- Work item
All of the records should be reproduced word for word, but no images may appear in the copy.
::: Given data :::
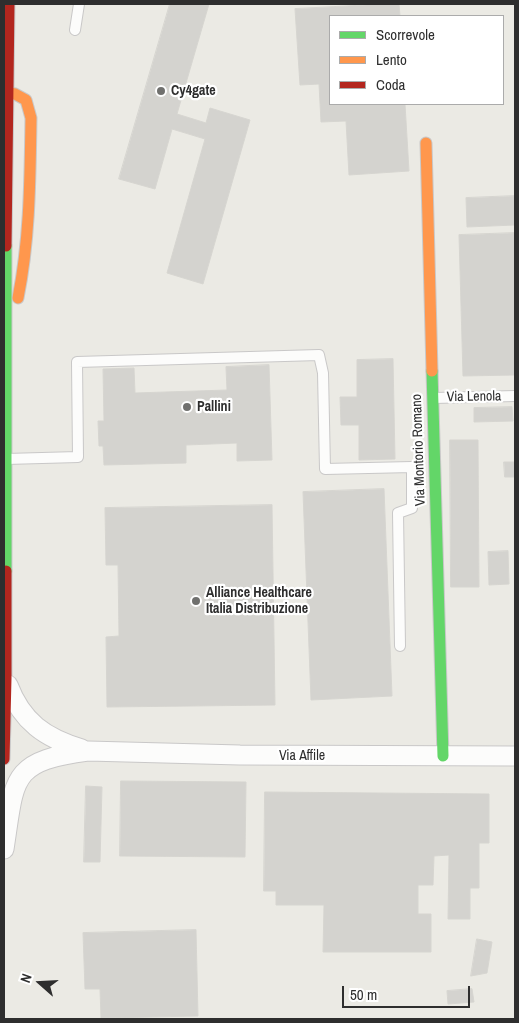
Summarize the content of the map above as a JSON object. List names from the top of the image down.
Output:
{
  "streets": {
    "main road": ["Via Montorio Romano"],
    "street": ["Via Affile"],
    "lane": ["Via Lenola"]
  },
  "crossings": [
    ["Via Lenola", "Via Montorio Romano"],
    ["Via Montorio Romano", "Via Affile"]
  ],
  "places": ["Cy4gate", "Pallini", "Alliance Healthcare Italia Distribuzione"],
  "legend": ["Scorrevole", "Lento", "Coda"],
  "scale_bar": "50 m",
  "north": "left"
}
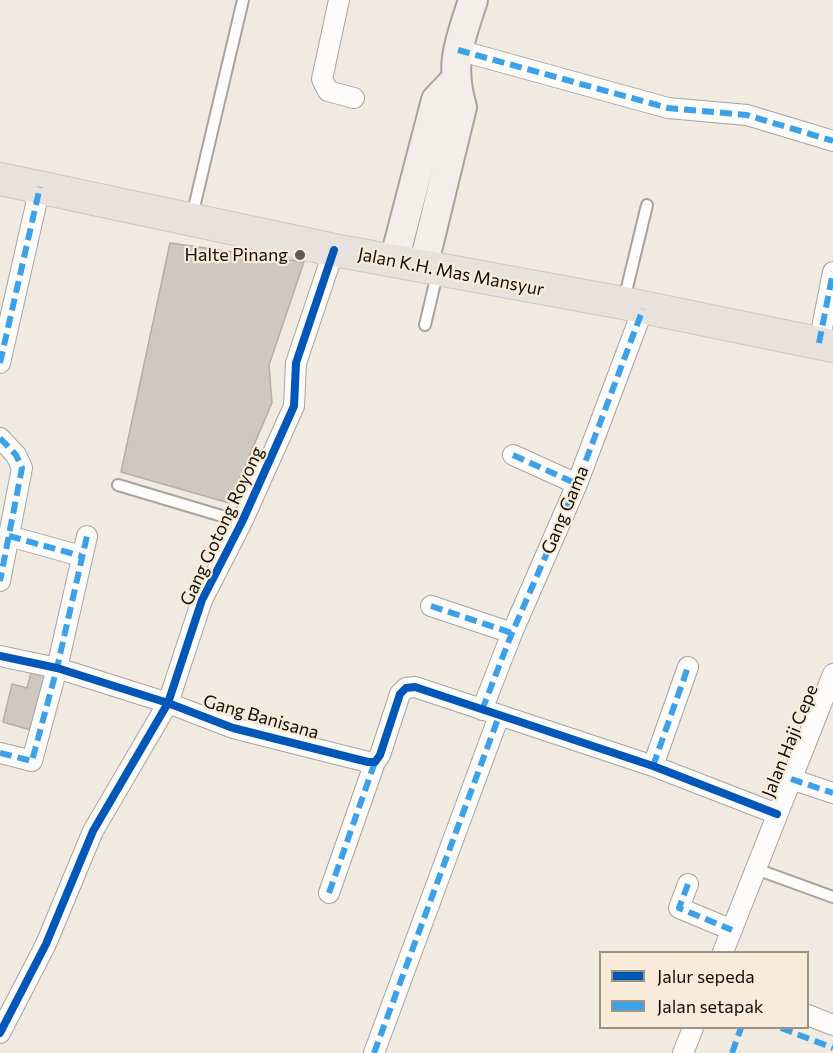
:::
- Output of the task
Summarize the content of the map above as a JSON object. List names from the top of the image down.
Output:
{
  "streets": {
    "main road": ["Via Montorio Romano"],
    "street": ["Via Affile"],
    "lane": ["Via Lenola"]
  },
  "crossings": [
    ["Via Lenola", "Via Montorio Romano"],
    ["Via Montorio Romano", "Via Affile"]
  ],
  "places": ["Cy4gate", "Pallini", "Alliance Healthcare Italia Distribuzione"],
  "legend": ["Scorrevole", "Lento", "Coda"],
  "scale_bar": "50 m",
  "north": "left"
}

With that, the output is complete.